→ **Listed entries**:
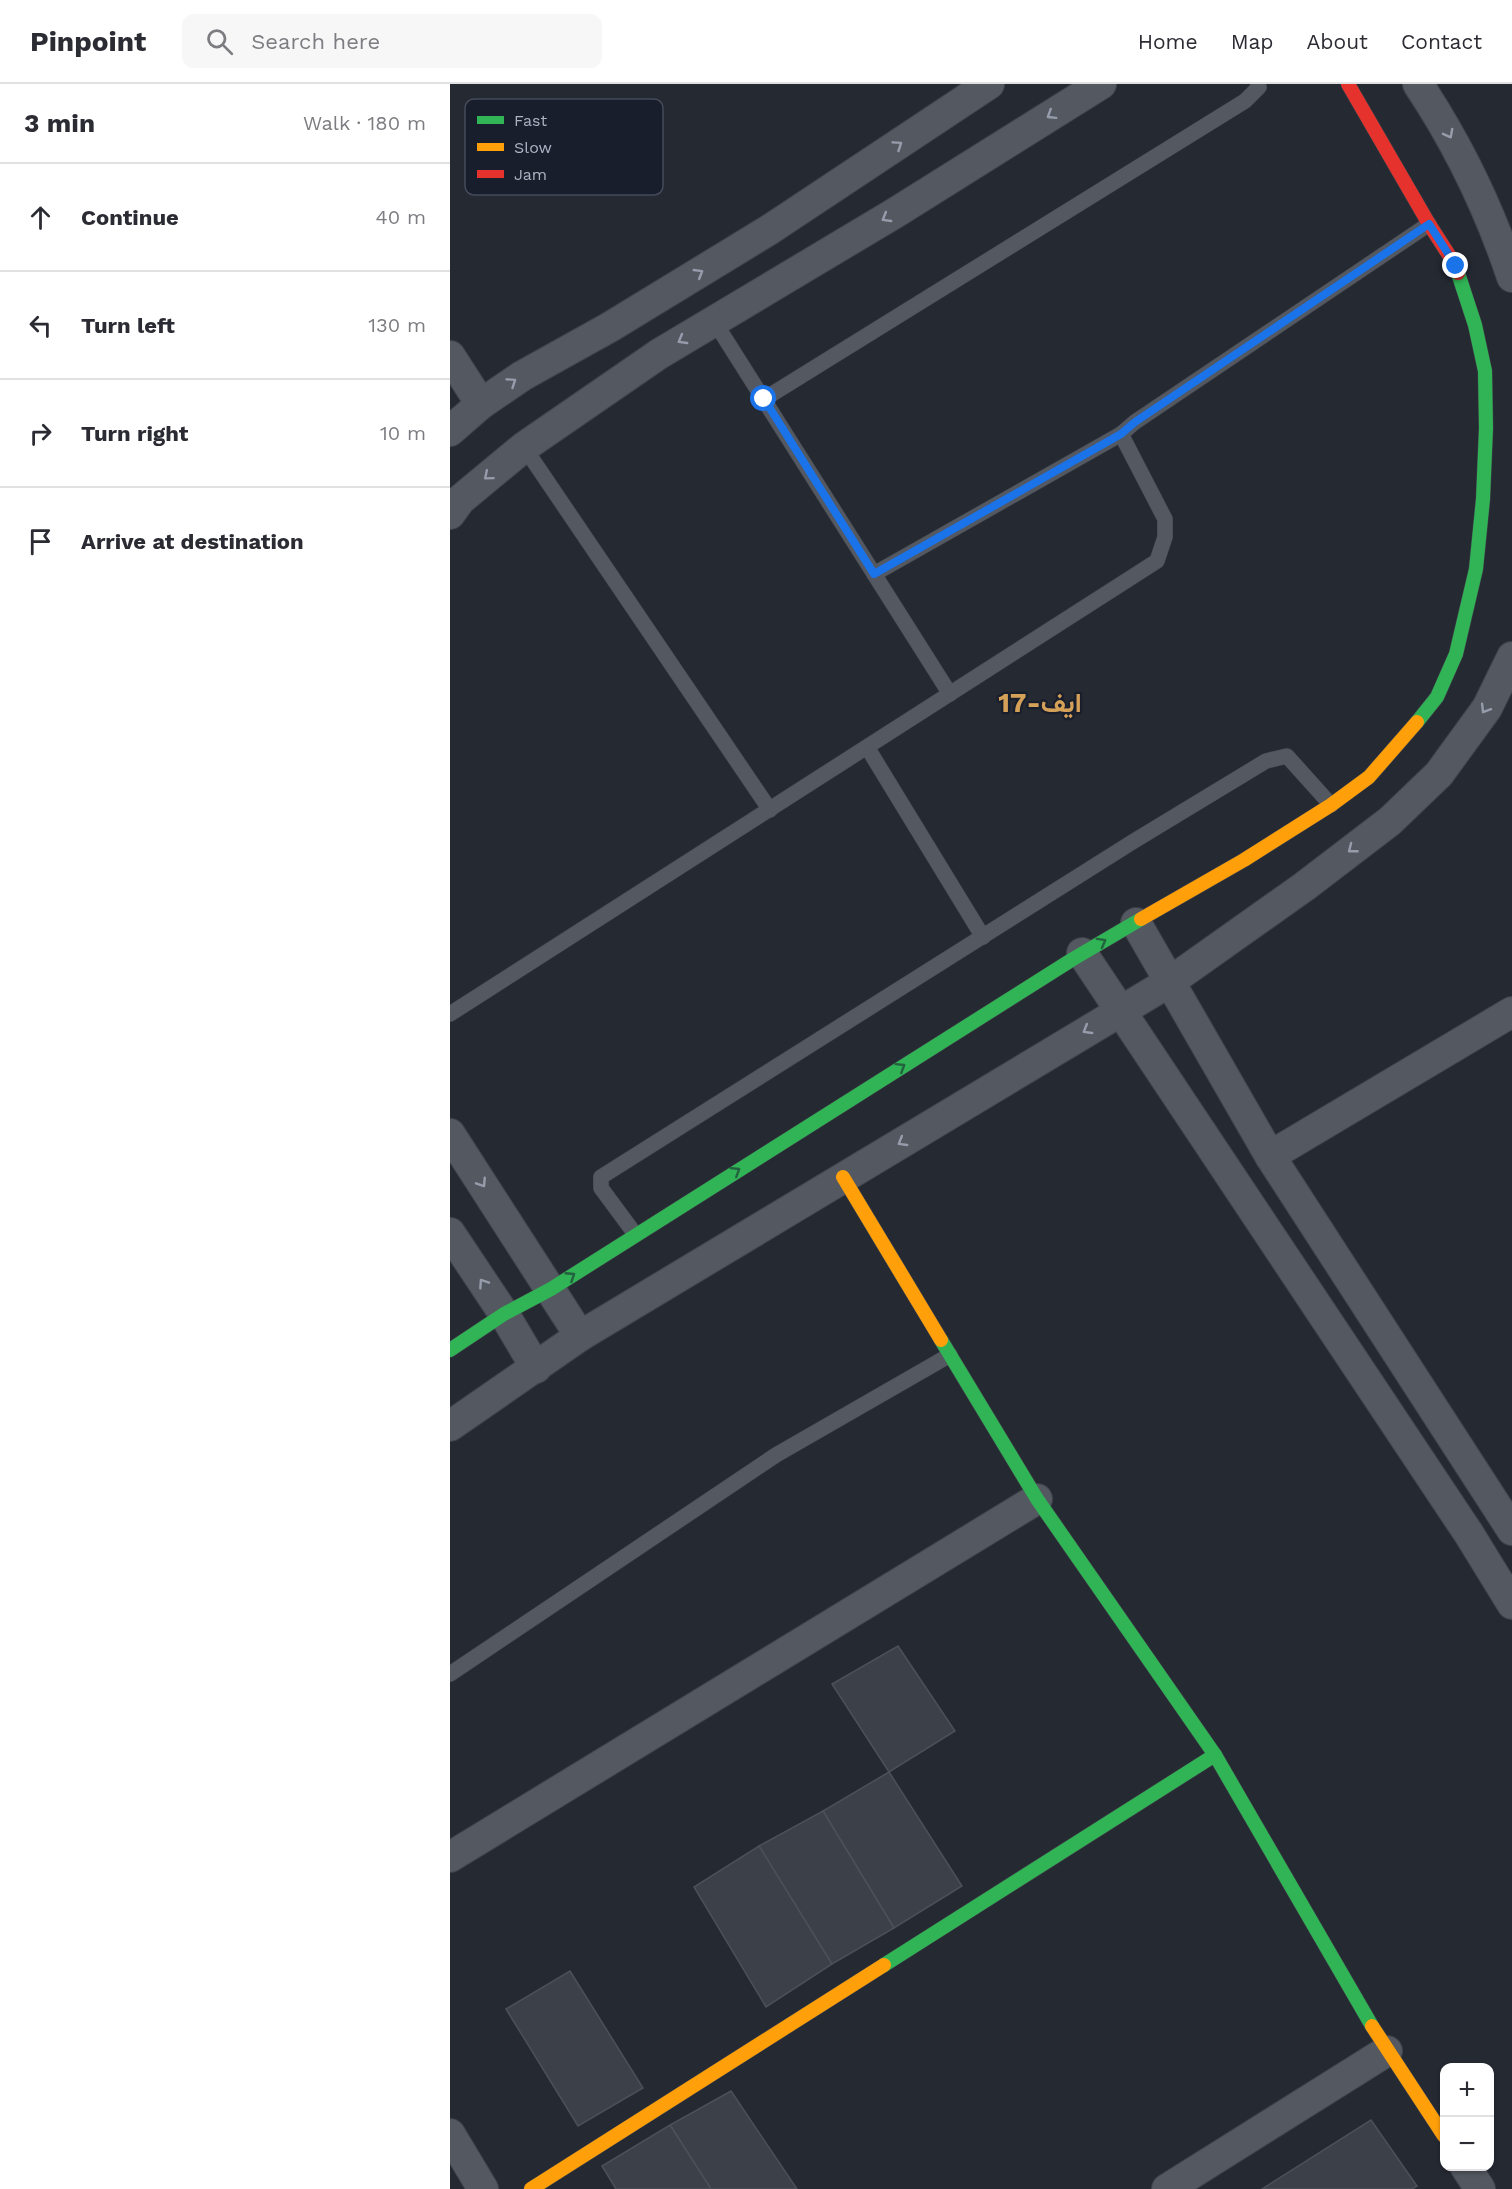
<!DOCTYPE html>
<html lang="en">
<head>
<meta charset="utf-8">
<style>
  :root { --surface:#fff; --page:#f7f7f7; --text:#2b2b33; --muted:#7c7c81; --line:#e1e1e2 }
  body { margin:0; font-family:"Work Sans",Vazirmatn,sans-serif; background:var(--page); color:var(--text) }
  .controls { position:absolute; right:18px; bottom:18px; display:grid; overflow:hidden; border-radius:12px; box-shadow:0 2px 4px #0004 }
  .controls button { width:54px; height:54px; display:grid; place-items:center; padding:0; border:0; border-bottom:2px solid var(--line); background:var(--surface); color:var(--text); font:30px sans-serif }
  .stop { position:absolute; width:18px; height:18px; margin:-14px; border:4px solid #1a73e8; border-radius:50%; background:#fff }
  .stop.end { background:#1a73e8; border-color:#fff; box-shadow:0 2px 6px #0008 }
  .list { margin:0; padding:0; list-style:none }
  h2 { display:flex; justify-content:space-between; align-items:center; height:78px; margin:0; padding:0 24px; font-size:26px }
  h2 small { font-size:20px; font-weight:400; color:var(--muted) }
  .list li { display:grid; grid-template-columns:39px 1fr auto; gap:18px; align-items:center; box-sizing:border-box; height:108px; padding:0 24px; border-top:2px solid var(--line) }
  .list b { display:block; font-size:22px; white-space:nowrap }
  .list em { font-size:20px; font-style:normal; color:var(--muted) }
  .icon { flex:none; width:33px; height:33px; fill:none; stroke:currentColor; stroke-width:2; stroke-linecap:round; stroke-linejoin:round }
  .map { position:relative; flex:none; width:1062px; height:2105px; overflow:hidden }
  header { display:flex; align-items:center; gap:36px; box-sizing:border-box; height:84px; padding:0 30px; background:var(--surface); border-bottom:2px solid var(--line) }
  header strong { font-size:28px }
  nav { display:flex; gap:33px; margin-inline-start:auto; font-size:21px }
  .search { width:420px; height:54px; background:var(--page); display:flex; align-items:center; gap:15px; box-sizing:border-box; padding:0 21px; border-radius:12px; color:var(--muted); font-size:22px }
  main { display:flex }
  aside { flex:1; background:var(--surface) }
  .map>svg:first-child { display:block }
</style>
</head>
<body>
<header>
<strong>Pinpoint</strong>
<div class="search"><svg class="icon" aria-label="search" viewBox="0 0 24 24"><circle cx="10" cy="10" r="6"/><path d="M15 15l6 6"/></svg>Search here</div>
<nav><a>Home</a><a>Map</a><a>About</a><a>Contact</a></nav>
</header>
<main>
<aside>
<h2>3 min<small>Walk · 180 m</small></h2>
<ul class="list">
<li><svg class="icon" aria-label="ahead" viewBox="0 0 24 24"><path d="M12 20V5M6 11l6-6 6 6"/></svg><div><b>Continue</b></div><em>40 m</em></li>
<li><svg class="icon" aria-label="left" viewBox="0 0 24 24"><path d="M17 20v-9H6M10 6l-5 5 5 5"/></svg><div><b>Turn left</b></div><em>130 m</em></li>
<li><svg class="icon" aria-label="right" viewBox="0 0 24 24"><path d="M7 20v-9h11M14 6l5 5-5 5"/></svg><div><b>Turn right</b></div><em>10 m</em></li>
<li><svg class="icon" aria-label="arrive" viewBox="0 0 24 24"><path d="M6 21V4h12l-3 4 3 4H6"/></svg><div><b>Arrive at destination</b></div></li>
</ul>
</aside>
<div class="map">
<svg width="1062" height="2105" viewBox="0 0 1062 2105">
  <rect width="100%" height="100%" fill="#252932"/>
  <g fill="#3c4049" stroke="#4c505a" stroke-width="1.5">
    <path d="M448 1562 505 1647 439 1688 382 1600Z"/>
    <path d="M439 1688 512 1802 444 1844 373 1727Z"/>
    <path d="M373 1727 444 1844 382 1880 309 1762Z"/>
    <path d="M309 1762 382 1880 316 1923 244 1803Z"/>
    <path d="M120 1887 193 2004 128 2042 56 1925Z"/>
    <path d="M281 2007 347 2105H261L220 2041Z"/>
    <path d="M921 2036 967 2102 962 2105H812Z"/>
    <path d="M220 2041 261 2105H166L152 2082Z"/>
  </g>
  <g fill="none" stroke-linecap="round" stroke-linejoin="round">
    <g stroke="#41444b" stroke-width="16">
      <g id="lane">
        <path d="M264 237 500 610"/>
        <path d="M314 315 795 17 809 3 808 0"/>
        <path d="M74 363 320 726"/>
        <path d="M424 490 671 350"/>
        <path d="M417 663 533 853"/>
        <path d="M0 930 707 477 715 453V435L671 350 685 338 979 140"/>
        <path d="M185 1150 151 1104V1093L684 757 816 677 837 672 881 721"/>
        <path d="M0 1590 326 1371 500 1271"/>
      </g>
    </g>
    <g stroke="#41444b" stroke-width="32">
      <g id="street">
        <path d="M968 0C1008 60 1039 124 1062 193"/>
        <path d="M0 272 31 320"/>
        <path d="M0 347 31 320 72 292 160 243 319 146 539 0"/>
        <path d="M0 430 10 416 74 363 209 270 445 129 651 0"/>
        <path d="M686 839 820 1072 1062 1446"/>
        <path d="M632 869 1019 1450 1062 1520"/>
        <path d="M0 1050 130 1252"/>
        <path d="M820 1072 1062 928"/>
        <path d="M0 1149 54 1230 86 1284"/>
        <path d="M0 1342 130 1252 721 897 855 802 940 737 989 690 1037 624 1062 573"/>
        <path d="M0 1773 587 1415"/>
        <path d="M0 2050 33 2105"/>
        <path d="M1015 2082 1030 2105"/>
        <path d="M717 2105 937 1967"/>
      </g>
    </g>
    <g stroke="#41444b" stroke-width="15">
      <g id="fast">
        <path d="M967 638 987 613 1006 570 1026 485 1033 415 1036 344 1035 287 1025 241 1008 189"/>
        <path d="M491 1256 587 1415 765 1671 922 1942"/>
        <path d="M0 1266 54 1230 101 1205 623 875 691 835"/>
        <path d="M434 1881 765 1671"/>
      </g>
    </g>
    <g stroke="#41444b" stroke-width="15">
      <g id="slow">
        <path d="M691 835 794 776 881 721 919 693 967 638"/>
        <path d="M393 1093 491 1256"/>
        <path d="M922 1942 994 2052"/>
        <path d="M81 2105 434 1881"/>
      </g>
    </g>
    <g stroke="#41444b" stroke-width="15">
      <path id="jam" d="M898 0 979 140 1006 182 1008 189"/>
    </g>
    <use href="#lane" stroke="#545860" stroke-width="15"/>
    <use href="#street" stroke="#545860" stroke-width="30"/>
    <use href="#fast" stroke="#30b455" stroke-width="14"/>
    <use href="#slow" stroke="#ff9f0a" stroke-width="14"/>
    <use href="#jam" stroke="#e5322d" stroke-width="14"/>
  </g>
  <defs><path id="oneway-chevron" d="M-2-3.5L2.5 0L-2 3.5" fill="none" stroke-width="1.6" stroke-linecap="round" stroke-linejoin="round" transform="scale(1.5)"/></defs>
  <g stroke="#979cac">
    <use href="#oneway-chevron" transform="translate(601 31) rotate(148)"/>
    <use href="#oneway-chevron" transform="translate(999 50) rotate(62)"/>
    <use href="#oneway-chevron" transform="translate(448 61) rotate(-34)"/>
    <use href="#oneway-chevron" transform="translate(436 134) rotate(149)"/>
    <use href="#oneway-chevron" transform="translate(249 189) rotate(-31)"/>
    <use href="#oneway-chevron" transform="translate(232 256) rotate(150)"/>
    <use href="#oneway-chevron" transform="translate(62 298) rotate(-34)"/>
    <use href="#oneway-chevron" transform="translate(38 392) rotate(140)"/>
    <use href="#oneway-chevron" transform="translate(1035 625) rotate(121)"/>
    <use href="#oneway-chevron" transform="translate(902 765) rotate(142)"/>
    <use href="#oneway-chevron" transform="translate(637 946) rotate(149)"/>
    <use href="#oneway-chevron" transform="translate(452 1058) rotate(149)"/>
    <use href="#oneway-chevron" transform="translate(32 1099) rotate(57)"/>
    <use href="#oneway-chevron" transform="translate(33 1199) rotate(-124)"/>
  </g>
  <g stroke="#23623e">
    <use href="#oneway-chevron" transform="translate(652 858) rotate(-29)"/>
    <use href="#oneway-chevron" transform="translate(451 983) rotate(-32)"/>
    <use href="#oneway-chevron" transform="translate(286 1087) rotate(-32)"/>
    <use href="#oneway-chevron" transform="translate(121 1192) rotate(-33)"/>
  </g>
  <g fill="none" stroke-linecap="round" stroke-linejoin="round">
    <path stroke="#1a73e8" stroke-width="8" d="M314 315 424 490 671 350 685 338 979 140 1006 182"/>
  </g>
  <g text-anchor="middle" stroke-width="4.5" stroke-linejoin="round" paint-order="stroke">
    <g font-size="27" font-weight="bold" fill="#d5a058" stroke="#191e2c">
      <text x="590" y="628">ایف-17</text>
    </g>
  </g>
  <rect x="15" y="15" width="198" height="96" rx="9" fill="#191e2c" stroke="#454b5a" stroke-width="1.5"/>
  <rect x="27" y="32" width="27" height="8" fill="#30b455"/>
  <rect x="27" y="59" width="27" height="8" fill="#ff9f0a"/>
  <rect x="27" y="86" width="27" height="8" fill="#e5322d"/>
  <g font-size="16" fill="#adb3c5">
    <text x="64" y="42">Fast</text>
    <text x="64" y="69">Slow</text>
    <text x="64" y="96">Jam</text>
  </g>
</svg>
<div class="controls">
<button>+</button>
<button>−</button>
</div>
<div class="stop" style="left:314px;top:315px"></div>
<div class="stop end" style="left:1006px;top:182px"></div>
</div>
</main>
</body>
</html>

→ **Task objective**:
Please work out how many lines in this listing contain "body", then give only that number.

→ **Result**:
3